Thanks for the clarification. Question. Do you know if the oppo has a powered USB port? It would be nice to not have the unit plugged into an electrical outlet especially if one free electrical slot is not available.


----------



## Todd Anderson (Jul 24, 2009)

Peter Loeser said:


> edit: it looks like the original version _only_ worked with MHL ports, whereas this new one can work with a standard HDMI port (if also connected to a powered USB port). The original one did not come with a remote either.


Correct! :T


----------



## Peter Loeser (Aug 11, 2012)

tripplej said:


> Thanks for the clarification. Question. Do you know if the oppo has a powered USB port? It would be nice to not have the unit plugged into an electrical outlet especially if one free electrical slot is not available.

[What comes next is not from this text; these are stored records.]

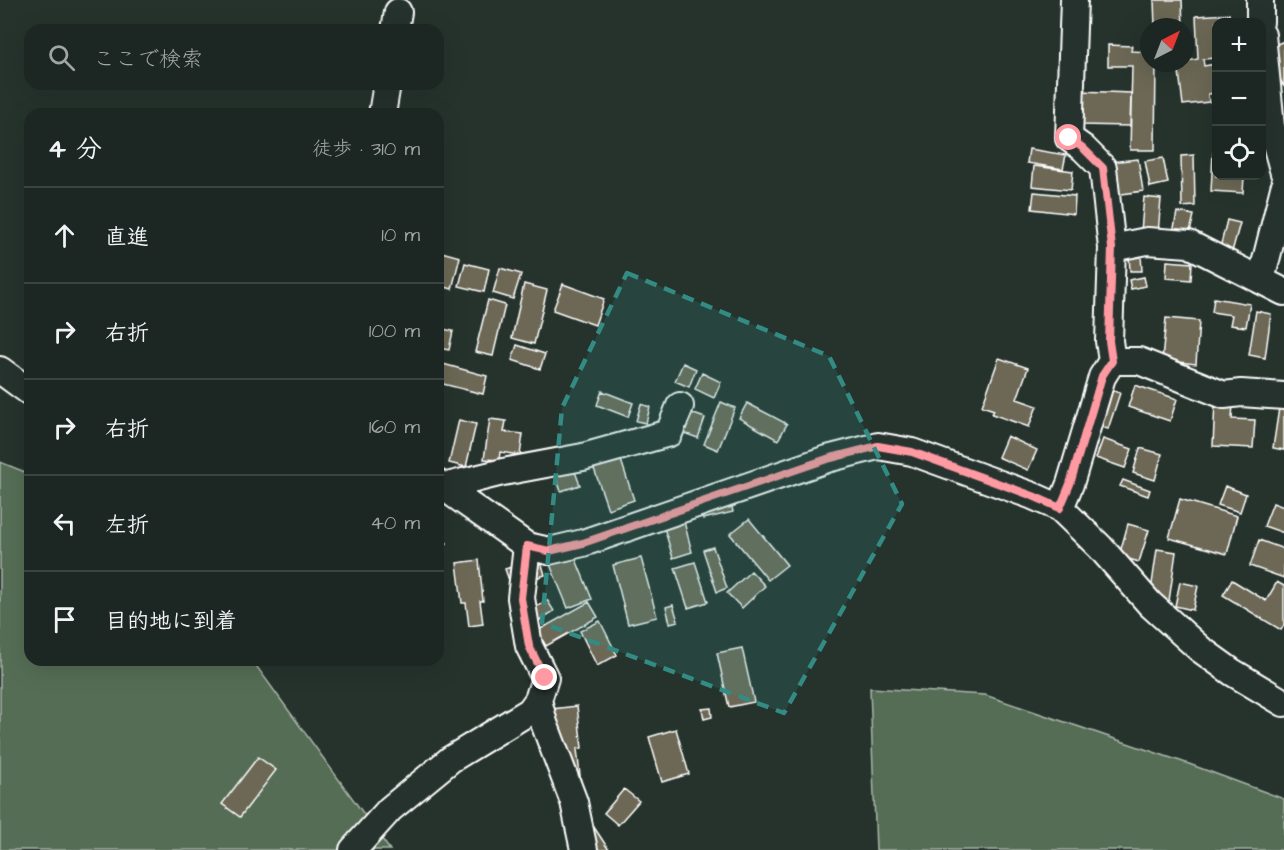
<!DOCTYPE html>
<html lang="ja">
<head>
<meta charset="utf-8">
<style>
	:root { --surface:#1c2622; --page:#29322f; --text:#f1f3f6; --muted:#a0a5a5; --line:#3a4340 }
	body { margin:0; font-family:"Architects Daughter","Klee One",sans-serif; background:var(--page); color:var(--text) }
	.controls { position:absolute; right:18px; top:18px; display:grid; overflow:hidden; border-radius:12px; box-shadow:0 6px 24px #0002 }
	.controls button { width:54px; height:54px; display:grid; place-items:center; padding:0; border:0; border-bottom:2px solid var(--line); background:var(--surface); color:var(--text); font:30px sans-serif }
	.compass { position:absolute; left:1140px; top:18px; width:54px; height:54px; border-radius:50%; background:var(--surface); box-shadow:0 6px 24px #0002; rotate:42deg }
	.stop { position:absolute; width:18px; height:18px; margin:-14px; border:4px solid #ff9aa2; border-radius:50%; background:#fff }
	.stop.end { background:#ff9aa2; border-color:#fff; box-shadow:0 2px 6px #0008 }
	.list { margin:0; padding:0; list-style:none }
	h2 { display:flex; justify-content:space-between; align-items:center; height:78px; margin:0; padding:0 24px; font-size:26px }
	h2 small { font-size:20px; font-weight:400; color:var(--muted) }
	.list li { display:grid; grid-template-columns:39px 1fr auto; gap:18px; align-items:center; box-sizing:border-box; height:96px; padding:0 24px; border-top:2px solid var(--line) }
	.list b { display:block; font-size:22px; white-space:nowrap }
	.list em { font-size:20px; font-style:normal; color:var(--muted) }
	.icon { flex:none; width:33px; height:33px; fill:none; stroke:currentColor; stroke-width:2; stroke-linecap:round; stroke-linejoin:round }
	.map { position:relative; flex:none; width:1284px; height:850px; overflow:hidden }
	.search { position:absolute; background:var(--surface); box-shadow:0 6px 24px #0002; left:24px; top:24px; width:420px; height:66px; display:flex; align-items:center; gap:15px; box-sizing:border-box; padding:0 21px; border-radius:18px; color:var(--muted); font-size:22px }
	.panel { position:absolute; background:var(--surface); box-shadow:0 6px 24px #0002; left:24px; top:108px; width:420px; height:558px; border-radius:18px }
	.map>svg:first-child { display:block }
</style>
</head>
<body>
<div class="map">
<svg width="1284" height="850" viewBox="0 0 1284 850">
	<rect width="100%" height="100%" fill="#26332d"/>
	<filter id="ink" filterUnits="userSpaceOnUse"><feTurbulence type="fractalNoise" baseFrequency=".0167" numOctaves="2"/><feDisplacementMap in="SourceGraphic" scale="12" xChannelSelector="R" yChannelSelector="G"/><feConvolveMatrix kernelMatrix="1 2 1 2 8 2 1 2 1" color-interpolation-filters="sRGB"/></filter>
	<g filter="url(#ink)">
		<path fill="#546d54" stroke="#aab6aa" stroke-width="1.5" d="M0,462l30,12v186h222l138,190h-390z
			M870,688l115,7 204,69 95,35v51h-408z"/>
		<path fill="#6c6855" stroke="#fff" stroke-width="1.5" d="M1154,0h28l1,27h-28z
			M1229,14v8h-13v36l-13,1 1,7 12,-2v29l-8,1 1,8 -26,3 -5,-42 20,-4 -2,-43z
			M1284,41v46l-18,-38z
			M1108,45l24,1 -1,5 18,1v11h7l-1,87h-25l2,-84h-24z
			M1079,91l52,2 -1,33 -51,-1z
			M1029,149l37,6 -3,14 -36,-6z
			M1213,153h3v23h28l-1,17 -32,-2z
			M1194,155l1,51 -13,1 -1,-51z
			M1163,158l5,25 -18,4 -5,-26z
			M1138,159l5,32 -28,4 -5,-33z
			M1034,166l39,5 -2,19 -39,-4z
			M1034,192l41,4 -1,18 -42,-5z
			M1144,197l17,2 -3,34 -17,-2z
			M1177,212l17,3 -5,21 -16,-3z
			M1227,220l13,3 -10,36 -12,-3z
			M438,251l22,6 -8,32 -14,-4z
			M1141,255l1,16h-12l-1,-15z
			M1167,261l25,2 -1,17 -25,-2z
			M465,263l24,6 -5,23 -25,-6z
			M500,268l21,6 -8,25 -20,-6z
			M1144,277l2,9 -15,3 -2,-9z
			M524,284l23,6 -13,54 -22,-6z
			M563,284l41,15 -9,26 -42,-15z
			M1214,298l36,6 -4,23 -16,-2 2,-10 -20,-3z
			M488,300l17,5 -12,51 -18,-4z
			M1256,311l15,3 -6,44 -16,-3z
			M1166,318l33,3 -3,43 -34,-4z
			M438,328l15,3 -4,19 -11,-2z
			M517,345l28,9 -5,15 -28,-9z
			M999,358l29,10 -11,31 20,7 -8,21 -37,-13 2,-4 -12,-4z
			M683,363l13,6 -7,18 -14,-6z
			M443,364l44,12 -4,18 -44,-11z
			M702,373l19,9 -7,16 -19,-9z
			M1135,385l42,14 -7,22 -42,-14z
			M1101,387l19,6 -12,36 -19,-6z
			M602,391l31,12 -5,14 -31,-12z
			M1215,401l18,2 -1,16 23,1 -2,28 -40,-2z
			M721,402l14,6 -17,42 -14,-6z
			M747,403l40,21 -9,16 -39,-22z
			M641,404l9,3 -4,16 -10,-2z
			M1279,408l5,1v41l-11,-2z
			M691,413l14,5 -7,20 -14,-5z
			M490,419l16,2 -2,11 19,2 -3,21 -20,-3 -1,8 -15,-1z
			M459,420l17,4 -10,43 -17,-4z
			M1007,436l30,14 -9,20 -30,-13z
			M1103,439l29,10 -7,19 -29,-10z
			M1140,448l22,6 -7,26 -22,-7z
			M619,454l15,46 -26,9 -16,-46z
			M574,469l6,16 -19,6 -6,-16z
			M1123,480l27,10 -2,6 -28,-10z
			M1225,486l21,8 -6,18 -22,-7z
			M730,498l3,14 -30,7 -3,-15z
			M1180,499l57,17 -10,38 -58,-16z
			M1273,503l11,4v26l-20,-7z
			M683,518l9,34 -19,6 -10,-34z
			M749,519l38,46 -19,15 -38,-46z
			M1128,524l21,6 -10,32 -20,-6z
			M438,535l9,8 -9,10z
			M1259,540l25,9v29l-34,-12z
			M713,547l14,41 -10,4 -14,-42z
			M1157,549l19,3 -7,49 -19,-3z
			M573,552l19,47 -24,9 -19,-46z
			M540,558l5,17 -34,11 -6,-17z
			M641,558l16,59 -29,7 -15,-59z
			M479,560l4,41h-3l3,23 -14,2 -3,-23h-4l-5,-40z
			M695,562l13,40 -20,6 -13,-40z
			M751,571l14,15 -23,22 -15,-15z
			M1232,580l34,21 11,-19 7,4v39l-3,5 -58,-35z
			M1180,582l18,4 -5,24 -18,-4z
			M547,600l7,11 -22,14 -7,-11z
			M589,602l9,15 -52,29 -9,-15z
			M673,605l5,16 -8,2 -4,-16z
			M600,621l17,34 -20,11 -17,-35z
			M742,648l12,54 -25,5 -12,-54z
			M577,706l5,42 -5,1 4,35 -27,3 -4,-36 2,-42z
			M711,708l1,9 -8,2 -2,-10z
			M676,729l13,45 -27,8 -13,-45z
			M258,757l18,13 -36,47 -18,-13z
			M624,789l15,12 -21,24 -14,-12z
			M588,818l21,32h-32l-11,-17z"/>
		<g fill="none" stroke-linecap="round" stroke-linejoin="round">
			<defs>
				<path id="street" d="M1260,0v22
					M395,30l3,-18
					M1262,35l9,91 13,47
					M382,114l5,-30
					M1112,248l35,-7 42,3 95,48
					M1261,280l23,-92
					M1112,361h27l85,34 17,-2 43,3
					M0,370l30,22
					M438,483l89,63 22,5 34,-8 244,-84 51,-13 34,6 121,44 27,12 40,39 50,57 50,45 32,23 52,31
					M443,487l60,-15 80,-15 86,-24 11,-27
					M1060,508l10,-24 32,-107 10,-16 -3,-20 3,-93 -9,-80 -20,-20 -14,-10 5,-138
					M538,700l6,23 30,79 10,48
					M353,850l37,-41 61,-50 79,-48 8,-11 7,-22 -16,-32 -8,-48 6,-52"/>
			</defs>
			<use href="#street" stroke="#fff" stroke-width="30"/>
			<use href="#street" stroke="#26332d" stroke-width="26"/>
		</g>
	</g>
	<g fill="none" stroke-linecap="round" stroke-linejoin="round" filter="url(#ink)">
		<path stroke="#ff9aa2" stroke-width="8" d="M545,678l-16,-32 -8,-48 6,-52 22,5 34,-8 244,-84 51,-13 34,6 121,44 27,12 10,-24 32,-108 10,-15 -3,-20 3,-93 -9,-80 -20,-20 -14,-10"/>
	</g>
	<path fill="#338b84" fill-opacity="0.2" stroke="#338b84" stroke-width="4.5" stroke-dasharray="12 8" stroke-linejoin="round" d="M627,273l202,83 73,148 -118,209 -242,-90 20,-215z"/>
</svg>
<div class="controls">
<button>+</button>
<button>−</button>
<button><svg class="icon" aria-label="locate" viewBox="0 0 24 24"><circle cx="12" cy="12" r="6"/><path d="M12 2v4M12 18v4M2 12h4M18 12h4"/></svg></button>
</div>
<svg class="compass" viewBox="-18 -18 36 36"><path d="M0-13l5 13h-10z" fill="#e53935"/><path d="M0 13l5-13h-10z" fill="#a0a5a5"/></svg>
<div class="stop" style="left:1069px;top:138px"></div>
<div class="stop end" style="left:545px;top:678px"></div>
<div class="search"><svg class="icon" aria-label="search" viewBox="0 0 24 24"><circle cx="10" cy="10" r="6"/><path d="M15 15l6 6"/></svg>ここで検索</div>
<section class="panel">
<h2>4 分<small>徒歩 · 310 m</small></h2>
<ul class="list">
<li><svg class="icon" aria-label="ahead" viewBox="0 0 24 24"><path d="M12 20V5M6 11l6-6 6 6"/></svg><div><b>直進</b></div><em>10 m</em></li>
<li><svg class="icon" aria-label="right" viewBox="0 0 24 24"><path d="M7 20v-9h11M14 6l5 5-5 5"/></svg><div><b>右折</b></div><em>100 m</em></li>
<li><svg class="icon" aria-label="right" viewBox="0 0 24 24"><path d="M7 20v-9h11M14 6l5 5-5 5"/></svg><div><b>右折</b></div><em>160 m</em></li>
<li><svg class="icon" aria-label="left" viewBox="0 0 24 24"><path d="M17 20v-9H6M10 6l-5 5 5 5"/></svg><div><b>左折</b></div><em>40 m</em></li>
<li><svg class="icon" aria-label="arrive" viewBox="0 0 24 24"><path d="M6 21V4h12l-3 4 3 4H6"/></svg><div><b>目的地に到着</b></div></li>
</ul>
</section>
</div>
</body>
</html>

I tested the USB port on my BDP-103 using the transmitter end of the wireless HDMI system I am reviewing (Nyrius Aries Prime) and it works. The dongle (transmitter) end has an HDMI connection and a mini USB input for power - very similar to the Roku. I think this setup should work for the BDP-103 + Roku as well.


----------



## yluko (Dec 6, 2012)

On these things how much difference does proc speed really make? I mean they are light years ahead of what cable boxes ran on years ago even at low end models so I am just curious if it really makes much of a difference.


----------



## typ44q (Apr 7, 2008)

yluko said:


> On these things how much difference does proc speed really make? I mean they are light years ahead of what cable boxes ran on years ago even at low end models so I am just curious if it really makes much of a difference.


It is not a huge difference but it is there. What you get is quicker response when going through menus and it is probably a matter of milliseconds but it is noticeable. Also the amount of graphics on devices like a Roku are much more advanced compared to cable boxes especially from years ago.


----------



## yluko (Dec 6, 2012)

gotcha thanks for letting me know  Will keep in mind when I get around to getting one. for now my ps3 does everything I want.


----------



## silkyslim (Apr 15, 2014)

I Felt the same way to but have found that the Roku offers many more channels of interest. If they can get more live sporting events game over. I have a feeling cable and sat companies will pressure espn and hang on to the non compete streaming contracts as long as they can.:unbelievable:


----------